Treatment of Pituitary Dwarfism in Dogs
Treating pituitary dwarfism depends on the cause of the disorder but it mostly involves replenishing the hormones that are missing. Unfortunately, there is no canine growth hormone available for treatment but there are other options available for therapeutic use. Some of those options include porcine growth hormone, progestins, or thyroid hormones.
Porcine (Pig) Growth Hormone
Porcine (pig) growth hormone can be used instead of canine growth hormones but it is very expensive. The results are variable, but they are generally not reliable.
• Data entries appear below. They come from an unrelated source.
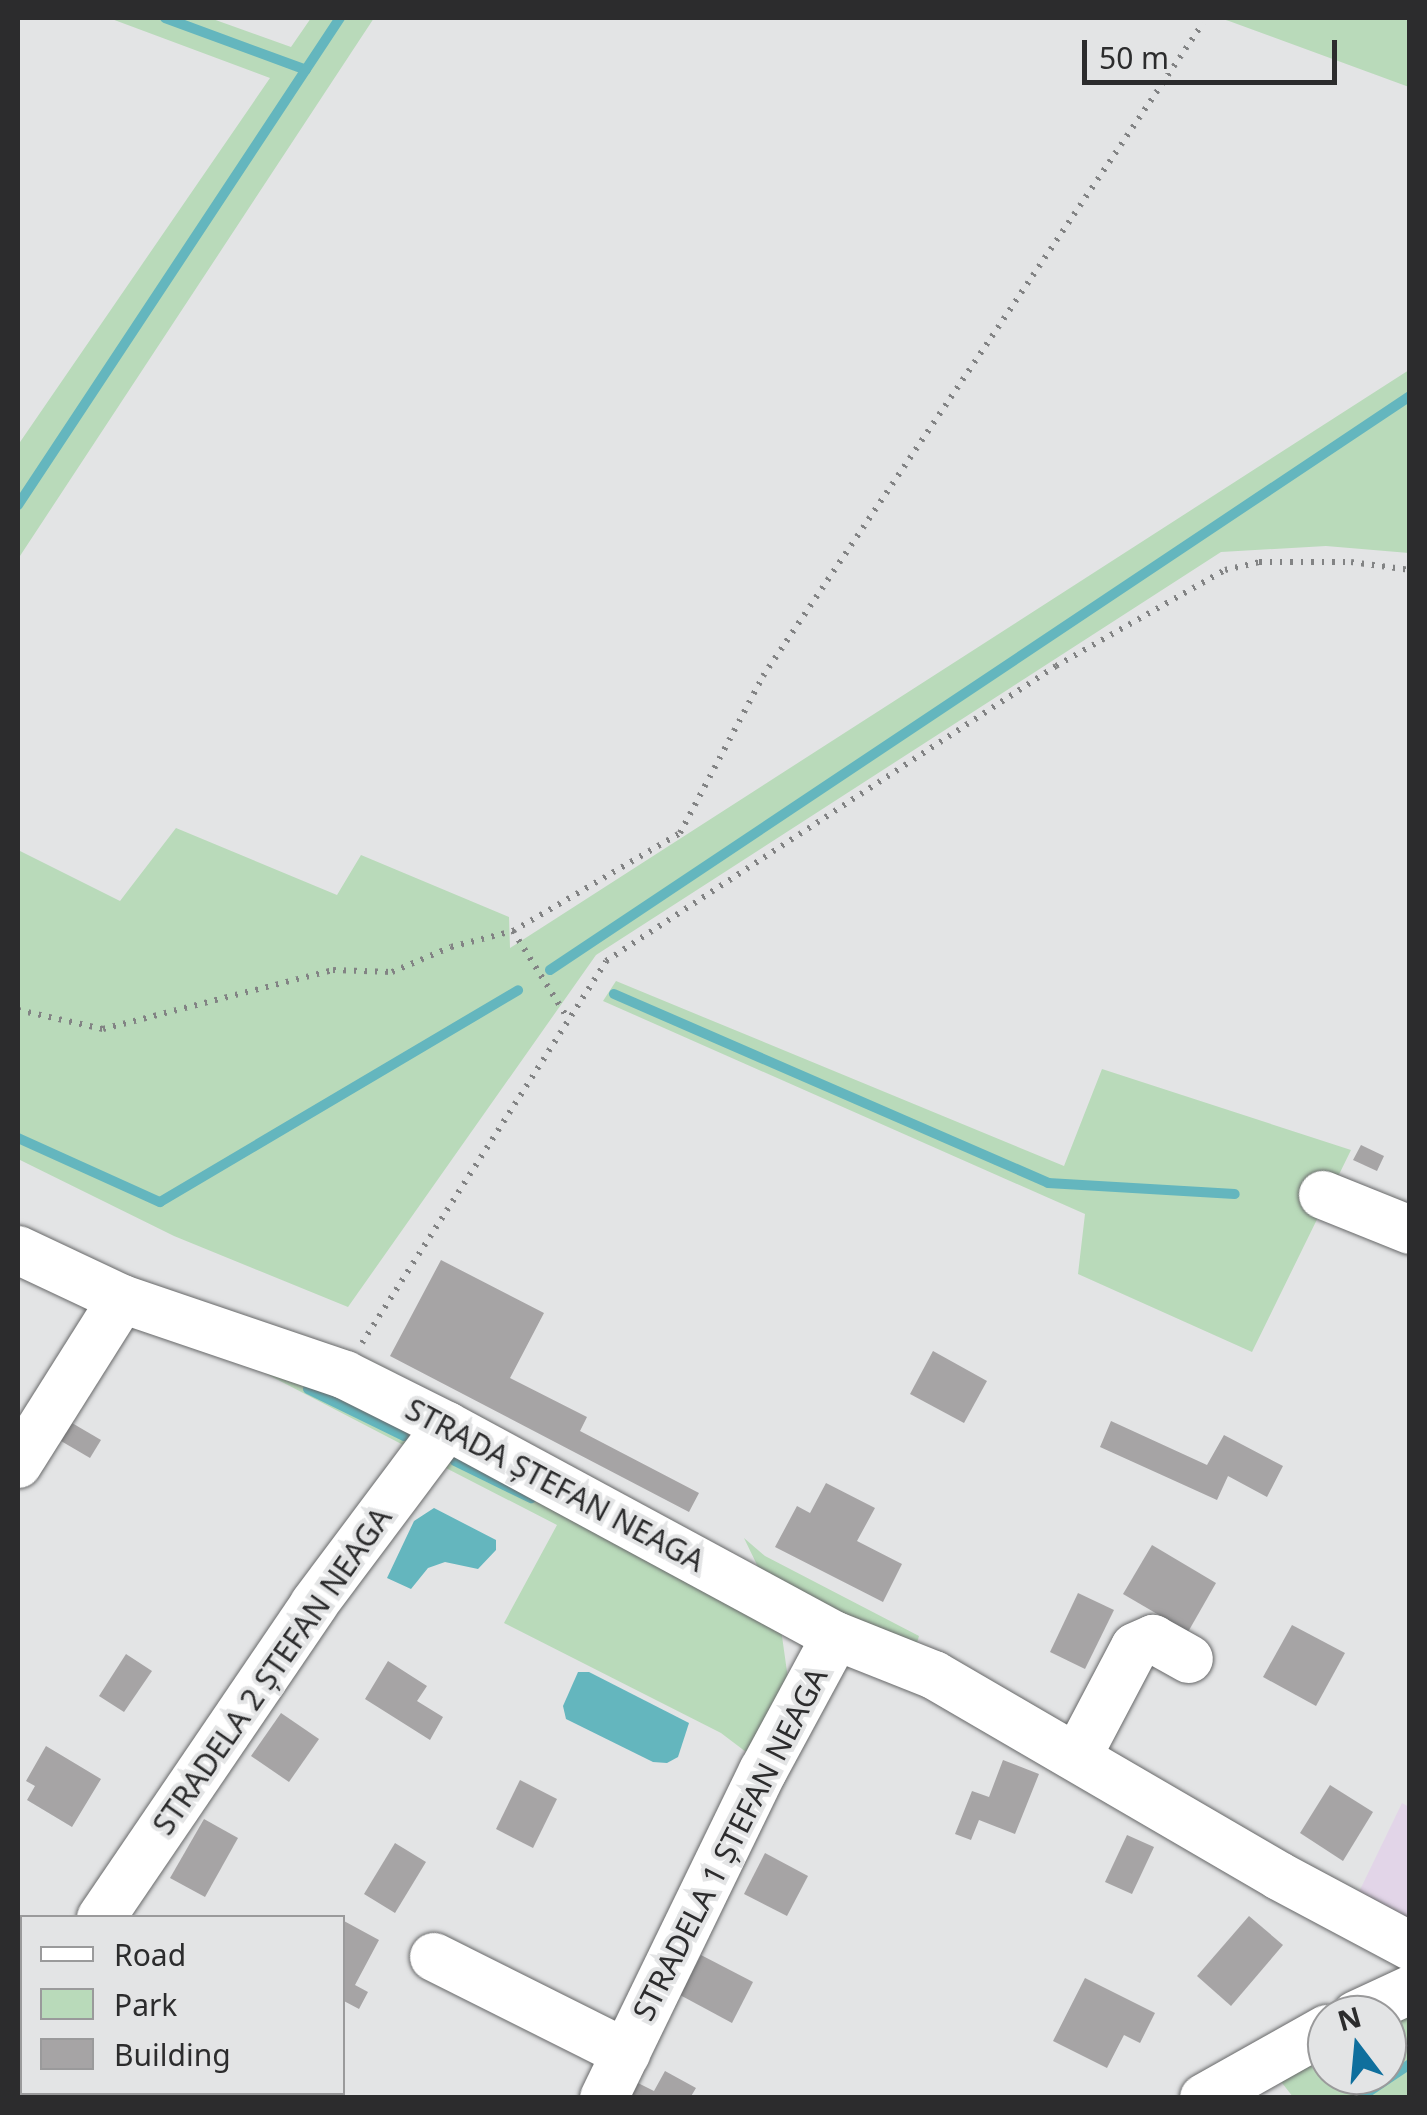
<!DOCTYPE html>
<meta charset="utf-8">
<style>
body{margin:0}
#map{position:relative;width:1427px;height:2115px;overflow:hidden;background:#e3e4e5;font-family:"Noto Sans",sans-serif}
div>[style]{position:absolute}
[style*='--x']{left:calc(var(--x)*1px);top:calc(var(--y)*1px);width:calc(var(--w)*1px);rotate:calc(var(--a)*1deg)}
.commercial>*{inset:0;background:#e2d5e8}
.green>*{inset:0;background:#b9daba}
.water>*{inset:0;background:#64b6be}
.stream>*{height:10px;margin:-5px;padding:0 5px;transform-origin:5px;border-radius:5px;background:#64b6be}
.building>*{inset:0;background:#a6a4a5}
.path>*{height:6px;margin-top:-3px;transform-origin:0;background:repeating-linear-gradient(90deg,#828384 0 2.5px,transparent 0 10.5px)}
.roads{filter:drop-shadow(0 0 2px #676869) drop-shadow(0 0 2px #676869)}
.minor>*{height:48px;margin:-24px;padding:0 24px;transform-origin:24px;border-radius:24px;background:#fff}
span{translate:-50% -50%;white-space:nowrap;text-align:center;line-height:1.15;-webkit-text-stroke:8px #e3e4e5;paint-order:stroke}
.street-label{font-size:30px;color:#2c2c2d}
.frame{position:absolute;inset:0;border:20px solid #2c2c2d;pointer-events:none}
.legend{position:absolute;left:20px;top:1915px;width:325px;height:180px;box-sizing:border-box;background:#e3e4e5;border:2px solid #9a9a9b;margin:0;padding:12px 18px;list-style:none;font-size:30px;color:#2c2c2d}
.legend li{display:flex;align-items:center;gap:20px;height:50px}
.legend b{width:50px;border:2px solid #9a9a9b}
.north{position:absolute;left:1307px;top:1995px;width:100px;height:100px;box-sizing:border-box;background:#e3e4e5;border:2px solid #9a9a9b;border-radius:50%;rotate:344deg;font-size:28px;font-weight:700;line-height:40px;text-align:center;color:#2c2c2d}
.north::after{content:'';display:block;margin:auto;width:35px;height:45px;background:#0f6f9d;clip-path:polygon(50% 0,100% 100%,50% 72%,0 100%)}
.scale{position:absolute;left:1082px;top:40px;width:255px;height:45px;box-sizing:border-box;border:5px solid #2c2c2d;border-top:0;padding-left:12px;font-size:30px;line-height:35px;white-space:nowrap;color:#2c2c2d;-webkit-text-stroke:8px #e3e4e5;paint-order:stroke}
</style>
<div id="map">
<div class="commercial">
<i style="clip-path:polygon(1402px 1803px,1409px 1807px,1409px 1930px,1357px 1896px)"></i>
</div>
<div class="green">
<i style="clip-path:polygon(109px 18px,210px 18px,291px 47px,311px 18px,374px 18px,18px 559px,18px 445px,270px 78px)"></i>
<i style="clip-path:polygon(1219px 18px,1409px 18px,1409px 87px,1229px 21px)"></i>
<i style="clip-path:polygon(1409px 370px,1409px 553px,1326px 546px,1221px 552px,596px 955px,348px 1307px,174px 1236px,18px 1159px,18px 850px,120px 901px,176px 828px,337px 895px,361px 855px,509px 917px,510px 948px)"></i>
<i style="clip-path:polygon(616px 981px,1064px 1166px,1102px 1069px,1351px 1150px,1252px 1352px,1078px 1274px,1085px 1214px,603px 1001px)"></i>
<i style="clip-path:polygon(257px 1369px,331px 1382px,421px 1433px,411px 1449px)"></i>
<i style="clip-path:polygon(444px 1450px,780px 1622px,789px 1686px,754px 1758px,721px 1733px,504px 1623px,557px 1525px,442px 1466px)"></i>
<i style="clip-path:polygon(744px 1538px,765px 1556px,919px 1636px,916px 1646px,901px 1647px,758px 1567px)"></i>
<i style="clip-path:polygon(1409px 2014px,1409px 2097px,1293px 2097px,1279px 2079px,1327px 2053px,1327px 2075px,1387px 2075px,1387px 2021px)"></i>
</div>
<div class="water">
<i style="clip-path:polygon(434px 1508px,496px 1540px,496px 1550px,478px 1569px,445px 1562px,428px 1568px,411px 1589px,387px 1578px,414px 1521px)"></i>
<i style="clip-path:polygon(578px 1672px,589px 1672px,689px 1723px,678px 1757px,667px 1763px,653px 1762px,566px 1719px,563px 1706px)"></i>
</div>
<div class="stream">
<i style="--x:165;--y:18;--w:150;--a:20.2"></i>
<i style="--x:18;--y:505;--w:584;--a:-56.53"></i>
<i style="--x:550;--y:970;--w:1034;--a:-33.72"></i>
<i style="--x:614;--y:994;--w:473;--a:23.5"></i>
<i style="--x:1048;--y:1183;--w:187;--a:3.4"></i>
<i style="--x:18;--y:1138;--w:156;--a:24.3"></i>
<i style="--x:160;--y:1202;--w:416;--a:-30.6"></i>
<i style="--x:308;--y:1389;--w:107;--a:26.1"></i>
<i style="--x:455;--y:1461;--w:85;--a:26"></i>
<i style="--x:1359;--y:2098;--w:61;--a:-33.7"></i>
</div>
<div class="building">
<i style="clip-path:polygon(1361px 1145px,1384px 1156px,1377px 1171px,1353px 1160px)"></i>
<i style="clip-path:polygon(441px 1260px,544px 1313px,510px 1378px,587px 1417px,580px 1431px,699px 1493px,689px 1512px,390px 1356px)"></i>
<i style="clip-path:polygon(933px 1351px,987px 1381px,964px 1423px,910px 1394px)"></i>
<i style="clip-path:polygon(1111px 1421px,1207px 1465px,1224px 1435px,1283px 1466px,1267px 1497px,1228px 1476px,1217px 1500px,1100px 1447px)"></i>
<i style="clip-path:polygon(72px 1423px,101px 1440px,90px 1458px,61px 1441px)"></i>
<i style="clip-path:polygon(826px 1483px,875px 1508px,857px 1541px,902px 1564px,883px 1602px,775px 1547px,797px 1506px,810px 1513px)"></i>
<i style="clip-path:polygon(1152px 1545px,1216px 1583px,1188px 1632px,1123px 1594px)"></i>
<i style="clip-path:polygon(1078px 1593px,1114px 1610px,1085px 1669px,1050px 1652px)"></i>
<i style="clip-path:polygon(1292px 1625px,1345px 1653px,1316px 1706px,1263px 1677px)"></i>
<i style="clip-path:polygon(126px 1654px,152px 1671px,124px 1712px,99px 1696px)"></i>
<i style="clip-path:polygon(388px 1661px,427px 1686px,417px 1701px,443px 1717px,430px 1740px,365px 1699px)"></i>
<i style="clip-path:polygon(281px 1713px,319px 1739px,289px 1782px,251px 1756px)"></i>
<i style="clip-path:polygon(46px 1746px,101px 1779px,72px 1827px,27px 1800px,35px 1786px,26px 1781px)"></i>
<i style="clip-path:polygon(1003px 1760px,1039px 1774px,1015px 1834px,979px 1820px,971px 1840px,955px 1834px,972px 1791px,989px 1797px)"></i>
<i style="clip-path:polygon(520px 1780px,557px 1799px,533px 1848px,496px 1829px)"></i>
<i style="clip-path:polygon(1330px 1785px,1373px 1812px,1343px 1861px,1300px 1833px)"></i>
<i style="clip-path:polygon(204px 1819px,238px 1838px,205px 1897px,170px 1878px)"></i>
<i style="clip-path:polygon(1127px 1835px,1154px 1847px,1132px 1894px,1105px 1882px)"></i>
<i style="clip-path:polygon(395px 1843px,426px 1862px,395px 1913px,364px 1894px)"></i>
<i style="clip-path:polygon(765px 1853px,808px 1876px,787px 1916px,744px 1894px)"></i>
<i style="clip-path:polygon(1249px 1916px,1283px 1945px,1231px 2006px,1197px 1976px)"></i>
<i style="clip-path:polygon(344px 1921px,379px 1940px,355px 1985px,368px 1992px,359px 2009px,342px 2000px)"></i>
<i style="clip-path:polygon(701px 1955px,753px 1982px,732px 2023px,680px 1995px)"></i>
<i style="clip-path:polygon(1085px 1978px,1155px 2013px,1140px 2043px,1124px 2035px,1107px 2068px,1053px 2041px)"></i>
<i style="clip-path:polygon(665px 2071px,696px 2088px,690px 2098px,628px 2098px,636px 2082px,654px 2091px)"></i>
<i style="clip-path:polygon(22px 2086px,22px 2092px,61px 2094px,58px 2098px,18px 2098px)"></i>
</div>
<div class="path">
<i style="--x:513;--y:931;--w:102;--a:57.9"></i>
<i style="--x:18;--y:1010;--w:87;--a:12.6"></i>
<i style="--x:103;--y:1029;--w:237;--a:-14.4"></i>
<i style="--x:333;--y:970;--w:59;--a:1.9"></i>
<i style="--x:392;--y:972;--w:64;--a:-23"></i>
<i style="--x:451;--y:947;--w:64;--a:-14.5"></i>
<i style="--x:513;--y:931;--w:194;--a:-30.4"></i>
<i style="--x:680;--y:833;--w:178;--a:-62.1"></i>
<i style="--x:763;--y:676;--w:787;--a:-56.03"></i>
<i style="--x:362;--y:1343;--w:453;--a:-57.4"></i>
<i style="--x:606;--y:961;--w:538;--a:-33.25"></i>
<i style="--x:1056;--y:666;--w:194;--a:-29.6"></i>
<i style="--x:1225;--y:570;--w:35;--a:-13"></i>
<i style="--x:1259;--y:562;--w:92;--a:0"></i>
<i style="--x:1351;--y:562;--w:60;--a:7.7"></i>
</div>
<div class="roads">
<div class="minor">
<i style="--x:1323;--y:1195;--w:94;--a:21.9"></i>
<i style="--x:18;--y:1250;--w:115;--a:25.2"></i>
<i style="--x:122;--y:1299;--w:236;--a:18.8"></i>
<i style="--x:345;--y:1375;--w:114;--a:26.6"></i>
<i style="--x:447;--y:1426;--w:442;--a:28.4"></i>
<i style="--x:836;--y:1636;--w:105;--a:21.7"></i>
<i style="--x:934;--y:1675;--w:399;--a:30.2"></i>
<i style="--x:1279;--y:1876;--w:149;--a:28.1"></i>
<i style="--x:18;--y:1464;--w:195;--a:-57.8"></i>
<i style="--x:1077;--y:1757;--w:124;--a:-62.2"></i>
<i style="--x:1135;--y:1647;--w:20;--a:-24"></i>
<i style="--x:1153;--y:1639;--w:41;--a:29.1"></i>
<i style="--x:101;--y:1918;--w:379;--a:-55.8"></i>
<i style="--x:314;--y:1604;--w:222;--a:-53.2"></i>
<i style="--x:434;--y:1957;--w:215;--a:26.6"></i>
<i style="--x:1356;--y:2015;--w:60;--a:-24.8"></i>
<i style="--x:18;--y:2043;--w:9;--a:-63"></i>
<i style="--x:604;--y:2098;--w:364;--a:-64.1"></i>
<i style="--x:763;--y:1771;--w:153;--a:-61.6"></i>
<i style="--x:1204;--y:2098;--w:141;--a:-29.3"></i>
</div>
</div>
<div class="street-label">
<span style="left:555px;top:1485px;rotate:28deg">STRADA ȘTEFAN NEAGA</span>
<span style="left:272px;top:1671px;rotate:-55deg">STRADELA 2 ȘTEFAN NEAGA</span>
<span style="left:730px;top:1844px;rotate:-63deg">STRADELA 1 ȘTEFAN NEAGA</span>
</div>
<div class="frame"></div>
<ul class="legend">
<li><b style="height:12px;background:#fff"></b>Road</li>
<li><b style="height:28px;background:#b9daba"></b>Park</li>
<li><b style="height:28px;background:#a6a4a5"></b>Building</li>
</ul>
<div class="north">N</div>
<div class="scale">50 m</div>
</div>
Progestins such as with medroxyprogesterone acetate (MPA) or proligestone are steroidal drugs that stimulate the production of growth hormones from mammary duct cells. The progestin should be given every three weeks for several months, gradually tapering off to every six weeks. This treatment can be successful although it has a few side effects such as diabetes mellitus and allergic reaction.
Synthetic levothyroxine has been found to have some success in treating this disorder. However, the metabolism and absorption are variable and must be monitored and adjusted carefully by the veterinarian.
Tumors and cysts may be able to be removed surgically. This can only be done if the tumor or cyst is in an operable area and is not too close to the thyroid or other important organs. X-rays, ultrasound, MRI, and CT scans will be used to determine if the area is operable.
Recovery of Pituitary Dwarfism in Dogs
Without treatment, your canine will not usually live past the age of four and their quality of life will be poor. Although, with a good treatment plan, their life will be extended and the quality is much better. However, you will have to continue the treatments for the remainder of your canine’s life and it can be expensive.